After the first trial ended with a hung jury, Officer Crabtree confronted an eyewitness and stated, according to the witness, that the witness’ testimony had “blown the case” for him. Merced did not meet his “especially heavy burden” of showing that the trial judge’s failure to instruct the jury on inferences that could be drawn from this incident amounted to constitutional error. Villafuerte v. Stewart, 111 F.3d 616, 624 (9th Cir. 1997) (quoting Henderson v. Kibbe, 431 U.S. 145, 155, 97 S.Ct. 1730, 52 L.Ed.2d 203 (1977)).

A defense of third party culpability was implicit in the trial court’s instruction on the state’s burden since, as the federal district court observed, “the misidentifieation defense necessarily implied third party culpability.” There was no reasonable likelihood that the jury applied the instructions in a way that prevented consideration of constitutionally relevant evidence. See Calderon v. Coleman, 525 U.S. 141, 146, 119 S.Ct. 500, 142 L.Ed.2d 521 (1998) (citing Boyde v. California, 494 U.S. 370, 377, 110 S.Ct. 1190, 108 L.Ed.2d 316 (1990)).

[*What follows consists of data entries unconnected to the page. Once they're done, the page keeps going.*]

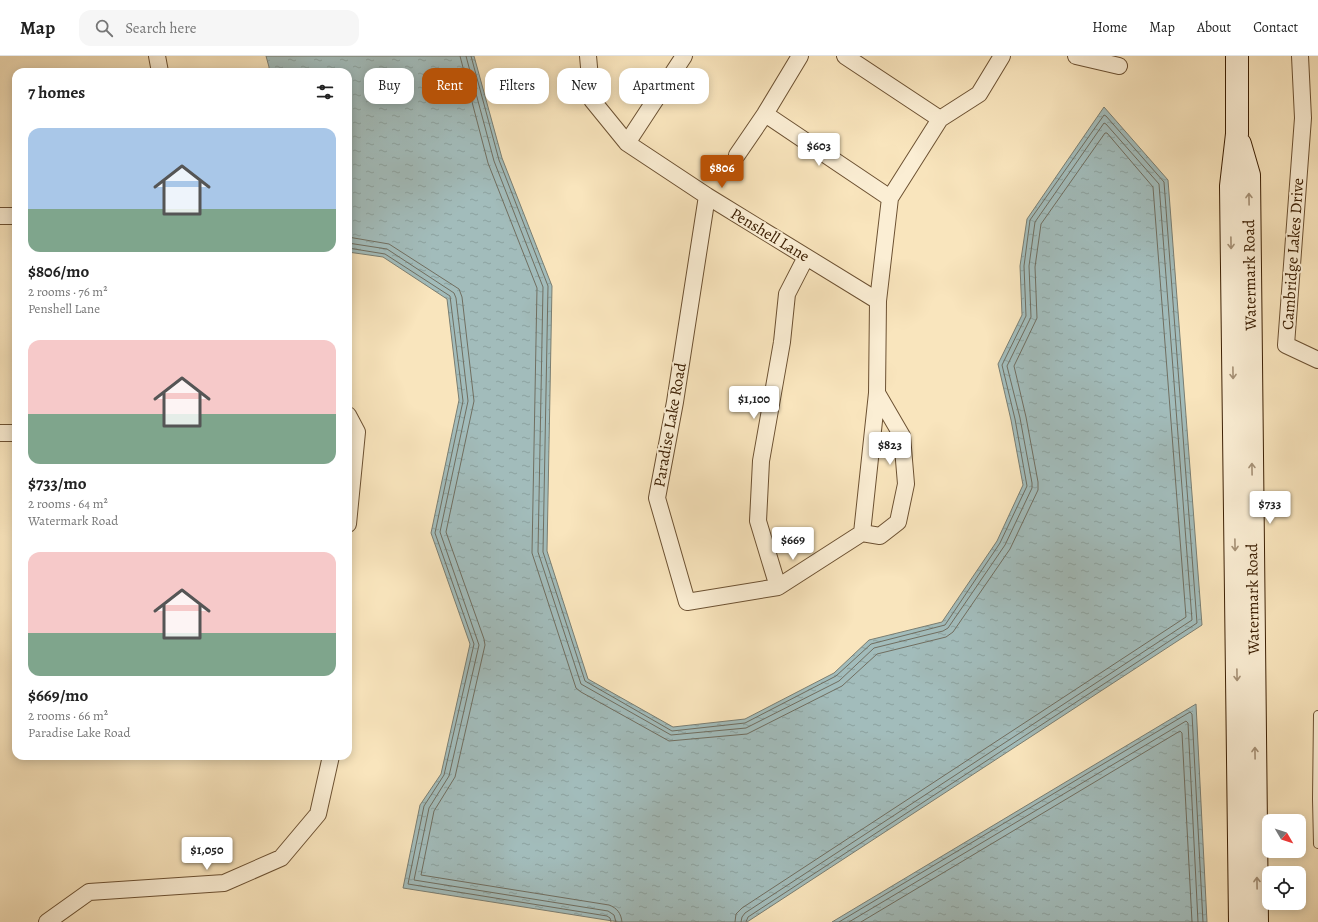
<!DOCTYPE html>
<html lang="en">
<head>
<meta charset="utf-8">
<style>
	body { margin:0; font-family:Alegreya,serif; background:#f6f6f6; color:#222; height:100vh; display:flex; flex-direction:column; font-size:15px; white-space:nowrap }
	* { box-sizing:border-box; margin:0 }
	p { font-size:13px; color:#767676 }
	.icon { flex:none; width:22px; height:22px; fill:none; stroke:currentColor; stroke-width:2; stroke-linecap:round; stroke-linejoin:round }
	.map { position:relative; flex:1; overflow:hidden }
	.drawer { position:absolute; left:12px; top:12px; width:340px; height:692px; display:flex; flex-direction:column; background:#fff; border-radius:12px; box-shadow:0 2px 10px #0003 }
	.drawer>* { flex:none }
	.hud { position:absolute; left:364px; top:12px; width:380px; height:36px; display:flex; gap:8px }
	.needle { width:26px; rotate:129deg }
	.controls { position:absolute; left:1262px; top:758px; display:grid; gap:8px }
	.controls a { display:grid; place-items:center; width:44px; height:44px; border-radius:8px; background:#fff; box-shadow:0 2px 10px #0003; font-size:20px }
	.price { position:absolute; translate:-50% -34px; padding:0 9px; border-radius:4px; background:#fff; color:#222; font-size:13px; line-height:26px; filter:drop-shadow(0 1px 2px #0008) }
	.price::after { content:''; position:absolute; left:50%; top:24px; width:12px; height:9px; margin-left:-6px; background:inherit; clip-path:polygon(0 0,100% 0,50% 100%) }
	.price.selected { background:#b45309; color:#fff }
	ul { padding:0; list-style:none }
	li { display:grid; align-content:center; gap:8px; height:212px; padding:0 16px }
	li span { display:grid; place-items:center; height:124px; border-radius:12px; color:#555 }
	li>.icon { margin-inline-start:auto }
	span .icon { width:72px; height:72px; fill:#fffc; stroke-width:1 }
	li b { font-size:17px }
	h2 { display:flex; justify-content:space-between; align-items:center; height:48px; padding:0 16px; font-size:17px }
	.tag { padding:0 14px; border-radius:12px; background:#fff; box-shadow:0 2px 10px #0003; font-size:14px; line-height:36px }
	.tag.selected { background:#b45309; color:#fff }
	header { display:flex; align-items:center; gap:24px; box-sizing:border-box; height:56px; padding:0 20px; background:#fff; border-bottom:1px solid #e0e0e0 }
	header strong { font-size:19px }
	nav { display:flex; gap:22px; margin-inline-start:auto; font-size:14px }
	.search { width:280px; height:36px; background:#f6f6f6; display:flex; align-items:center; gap:10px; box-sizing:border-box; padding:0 14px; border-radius:12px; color:#767676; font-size:15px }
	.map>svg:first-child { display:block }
	.water { fill:url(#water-ripples); stroke:#7a7e72 }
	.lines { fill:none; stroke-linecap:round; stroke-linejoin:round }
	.shore { stroke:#706e60; stroke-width:1 }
	.lane-casing { stroke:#6c5132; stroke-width:10 }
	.street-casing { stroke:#6c5132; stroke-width:18 }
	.secondary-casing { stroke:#3d2004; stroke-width:24 }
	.lane { stroke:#fbeed4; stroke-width:8 }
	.street { stroke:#fbeed4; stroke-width:16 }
	.secondary { stroke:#fbeed4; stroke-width:22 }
	.oneway { stroke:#a69176 }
	.labels { text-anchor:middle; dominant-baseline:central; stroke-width:4; stroke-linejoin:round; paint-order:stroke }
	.street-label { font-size:16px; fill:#3d2004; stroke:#fbeed4 }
</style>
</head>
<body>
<header>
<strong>Map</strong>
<div class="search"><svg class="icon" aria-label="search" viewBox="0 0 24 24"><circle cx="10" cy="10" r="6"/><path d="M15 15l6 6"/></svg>Search here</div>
<nav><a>Home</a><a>Map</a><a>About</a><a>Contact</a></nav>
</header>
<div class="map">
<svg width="1318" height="866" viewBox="0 0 1318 866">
	<defs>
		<pattern id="water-ripples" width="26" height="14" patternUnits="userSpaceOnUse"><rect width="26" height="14" fill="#a2bcbb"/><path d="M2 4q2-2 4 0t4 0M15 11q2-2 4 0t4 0" fill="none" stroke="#8ca19f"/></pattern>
	</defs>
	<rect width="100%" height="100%" fill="#f9e5bd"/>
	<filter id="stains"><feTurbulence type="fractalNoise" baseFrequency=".005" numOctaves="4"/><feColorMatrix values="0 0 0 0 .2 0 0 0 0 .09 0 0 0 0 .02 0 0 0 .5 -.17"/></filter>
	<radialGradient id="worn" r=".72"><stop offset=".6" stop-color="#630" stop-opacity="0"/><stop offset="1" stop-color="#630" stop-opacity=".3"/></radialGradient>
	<path class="water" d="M 266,0 L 474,0 L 502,102 L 552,230 L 547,495 L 588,623 L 673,671 L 745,663 L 834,617 L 869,584 L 942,566 L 997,485 L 1023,429 L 1011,364 L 998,308 L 1022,259 L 1020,210 L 1027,163 L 1104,51 L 1168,124 L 1202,569 L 747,866 L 619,866 L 403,832 L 420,749 L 441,718 L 470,588 L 431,477 L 459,344 L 447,243 L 383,201 L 348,196 L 348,16 L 269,16 L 269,11 Z
		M 1196,648 L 1207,866 L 832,866 Z"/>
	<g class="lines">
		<path class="shore" d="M 460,0 L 488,107 L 537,232 L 532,497 L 576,632 L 581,636 L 669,685 L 747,678 L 842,630 L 877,598 L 946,581 L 953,576 L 1010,493 L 1038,434 L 1038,426 L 1026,361 L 1014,310 L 1037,262 L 1035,211 L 1041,168 L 1105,77 L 1107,77 L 1153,131 L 1186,561 L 742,852 L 736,858 L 735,866
			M 466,0 L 494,105 L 543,231 L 538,496 L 581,628 L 671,679 L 746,672 L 839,625 L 874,592 L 943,575 L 948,572 L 1005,489 L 1032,432 L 1032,427 L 1020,362 L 1007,310 L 1031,261 L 1029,210 L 1035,166 L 1104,67 L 1106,68 L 1159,128 L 1192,564 L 745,857 L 742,861 L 741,866
			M 471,0 L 499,104 L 548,230 L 543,496 L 585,625 L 672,675 L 745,667 L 836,620 L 871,588 L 945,569 L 1000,487 L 1027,430 L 1015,363 L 1002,309 L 1026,260 L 1024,210 L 1030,164 L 1104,59 L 1106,60 L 1164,126 L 1197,567 L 748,861 L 746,866
			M 348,181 L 389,188 L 459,233 L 462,241 L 474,345 L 446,476 L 484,583 L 485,589 L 455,721 L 434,755 L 421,819 L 609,849 C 617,852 621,857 622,866
			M 348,187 L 387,193 L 454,237 L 456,242 L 468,345 L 440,476 L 479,589 L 449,720 L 429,752 L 414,824 L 608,855 L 614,859 L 616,866
			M 348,192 L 385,198 L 450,240 L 463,345 L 435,477 L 474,588 L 444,719 L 424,750 L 408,828 L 607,860 L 610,862 L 611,866
			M 839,866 L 1190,656 L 1192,658 L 1203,866
			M 849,866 L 1186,665 L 1188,667 L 1198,866
			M 861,866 L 1180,675 L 1182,677 L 1192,866"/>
		<g class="lane-casing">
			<path id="lane" d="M 1318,659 L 1317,743 L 1318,788"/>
		</g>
		<g class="street-casing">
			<path id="street" d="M 157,0 L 160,16
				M 588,0 L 592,44 L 627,87 L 707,140 L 878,245
				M 845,0 L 940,63
				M 1076,0 L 1119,10
				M 1300,0 L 1303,62 L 1286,289 L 1318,304
				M 765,58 L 890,142
				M 627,87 L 684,0
				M 737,99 L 765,58 L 800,0
				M 707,140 L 675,346 L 657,442 L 687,546 L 778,531 L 862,477 L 877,337 L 878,245 L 890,142 L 940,63 L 979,38 L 1002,0
				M 0,160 L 16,160
				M 348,359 L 357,376 L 348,468
				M 0,377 L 16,377
				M 862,477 L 880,480 L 898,466 L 906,428 L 902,380 L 877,337
				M 778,531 L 758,465 L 761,405 L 782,286 L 787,238 L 806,201
				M 47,866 L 89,836 L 224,827 L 281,802 L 318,758 L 331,700"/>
		</g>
		<g class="secondary-casing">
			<path id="secondary" d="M 1237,0 L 1237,78 L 1231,130 L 1240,866
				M 1240,88 L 1249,119 L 1257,866"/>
		</g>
		<use href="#lane" class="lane"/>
		<use href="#street" class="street"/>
		<use href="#secondary" class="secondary"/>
	</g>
	<defs><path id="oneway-shaft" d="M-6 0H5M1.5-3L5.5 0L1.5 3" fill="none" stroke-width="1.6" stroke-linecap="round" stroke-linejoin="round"/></defs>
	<g class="oneway">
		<use href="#oneway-shaft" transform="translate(1249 143) rotate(-91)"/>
		<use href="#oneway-shaft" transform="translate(1231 187) rotate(89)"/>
		<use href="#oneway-shaft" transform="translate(1233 317) rotate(89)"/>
		<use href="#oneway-shaft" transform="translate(1252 413) rotate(-91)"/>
		<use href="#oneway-shaft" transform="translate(1235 489) rotate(89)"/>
		<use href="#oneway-shaft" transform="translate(1237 619) rotate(89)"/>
		<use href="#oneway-shaft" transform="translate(1255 697) rotate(-91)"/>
		<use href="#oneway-shaft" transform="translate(1257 827) rotate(-91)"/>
	</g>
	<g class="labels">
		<g class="street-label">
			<text transform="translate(770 179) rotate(31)">Penshell Lane</text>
			<text transform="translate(1293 198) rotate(-86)">Cambridge Lakes Drive</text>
			<text transform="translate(1250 219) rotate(-91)">Watermark Road</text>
			<text transform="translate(670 369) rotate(-80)">Paradise Lake Road</text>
			<text transform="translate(1253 543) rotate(-91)">Watermark Road</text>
		</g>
	</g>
	<rect width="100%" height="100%" filter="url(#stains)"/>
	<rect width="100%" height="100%" fill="url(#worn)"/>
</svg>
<div class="controls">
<a><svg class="needle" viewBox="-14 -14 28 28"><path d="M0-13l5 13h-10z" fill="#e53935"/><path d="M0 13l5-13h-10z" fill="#767676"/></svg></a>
<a><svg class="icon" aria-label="locate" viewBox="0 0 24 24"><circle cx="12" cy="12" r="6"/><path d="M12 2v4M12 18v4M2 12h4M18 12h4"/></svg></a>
</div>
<b class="price" style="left:819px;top:111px">$603</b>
<b class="price selected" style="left:722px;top:133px">$806</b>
<b class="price" style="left:754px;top:364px">$1,100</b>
<b class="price" style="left:890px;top:410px">$823</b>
<b class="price" style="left:1270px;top:469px">$733</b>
<b class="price" style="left:793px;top:505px">$669</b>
<b class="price" style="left:207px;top:815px">$1,050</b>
<div class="hud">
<a class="tag">Buy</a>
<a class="tag selected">Rent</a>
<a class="tag">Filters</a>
<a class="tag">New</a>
<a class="tag">Apartment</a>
</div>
<section class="drawer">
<h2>7 homes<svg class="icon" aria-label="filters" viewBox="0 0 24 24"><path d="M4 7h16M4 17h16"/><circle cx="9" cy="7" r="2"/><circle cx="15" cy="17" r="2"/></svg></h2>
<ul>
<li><span style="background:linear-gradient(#a9c7e8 65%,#7fa58c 0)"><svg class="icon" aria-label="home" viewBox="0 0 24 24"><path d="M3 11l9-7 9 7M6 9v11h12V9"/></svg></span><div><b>$806/mo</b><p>2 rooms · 76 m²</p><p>Penshell Lane</p></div></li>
<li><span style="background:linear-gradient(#f6c9c9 60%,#7fa58c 0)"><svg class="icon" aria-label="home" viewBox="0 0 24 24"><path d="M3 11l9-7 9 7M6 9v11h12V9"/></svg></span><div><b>$733/mo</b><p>2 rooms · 64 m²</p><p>Watermark Road</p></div></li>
<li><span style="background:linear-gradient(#f6c9c9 65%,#7fa58c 0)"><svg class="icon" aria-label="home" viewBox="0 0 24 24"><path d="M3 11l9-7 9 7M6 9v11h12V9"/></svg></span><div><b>$669/mo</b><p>2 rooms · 66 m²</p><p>Paradise Lake Road</p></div></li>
</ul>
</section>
</div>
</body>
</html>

The trial court’s CALJIC No. 2.06 instruction to the jury, directing its attention to specific items of evidence from which an inference of guilt could be drawn, was not constitutional error. Because the inference suggested by the instruction was permissive and not mandatory, the instruction did not improperly shift the government’s burden of proof. See Francis v. Franklin, 471 U.S. 307, 314-15, 105 S.Ct. 1965, 85 L.Ed.2d 344 (1985) (permissive inference in a jury instruction is not a violation of due process).

II.

The trial court did not err in permitting the prosecution to comment on the failure of the defense to call expert witnesses. Griffin v. California requires that the prosecutor not comment on the defendant’s failure to testify, not the failure of the defense to call witnesses. 380 U.S. 609, 615, 85 S.Ct. 1229, 14 L.Ed.2d 106 (1965); see also United States v. Tam, 240 F.3d 797, 805 (9th Cir. 2001). The court of appeal’s interpretation and application of Griffin was neither contrary to nor an unreasonable application of clearly established federal law. 28 U.S.C. § 2254(d)(1).

III.

The court of appeal properly concluded that Merced’s prior felony convictions were constitutionally valid for purposes of his enhancements at sentencing. Merced’s challenges to his prior eonvic*10tions are barred by Lackawanna County Dist. Attorney v. Coss, 532 U.S. 394, 403-04, 121 S.Ct. 1567, 149 L.Ed.2d 608 (2001) (“[T]he defendant generally may not challenge the enhanced sentence through a petition under § 2254 on the ground that the prior conviction was unconstitutionally obtained.”).

Because the California Court of Appeal’s decision was consistent with clearly established federal law, we affirm the district court’s denials of Merced’s habeas claims considered in this memorandum disposition.

AFFIRMED.

This disposition is not appropriate for publication and may not be cited to or by the courts of this circuit except as provided by 9th Cir. R. 36-3.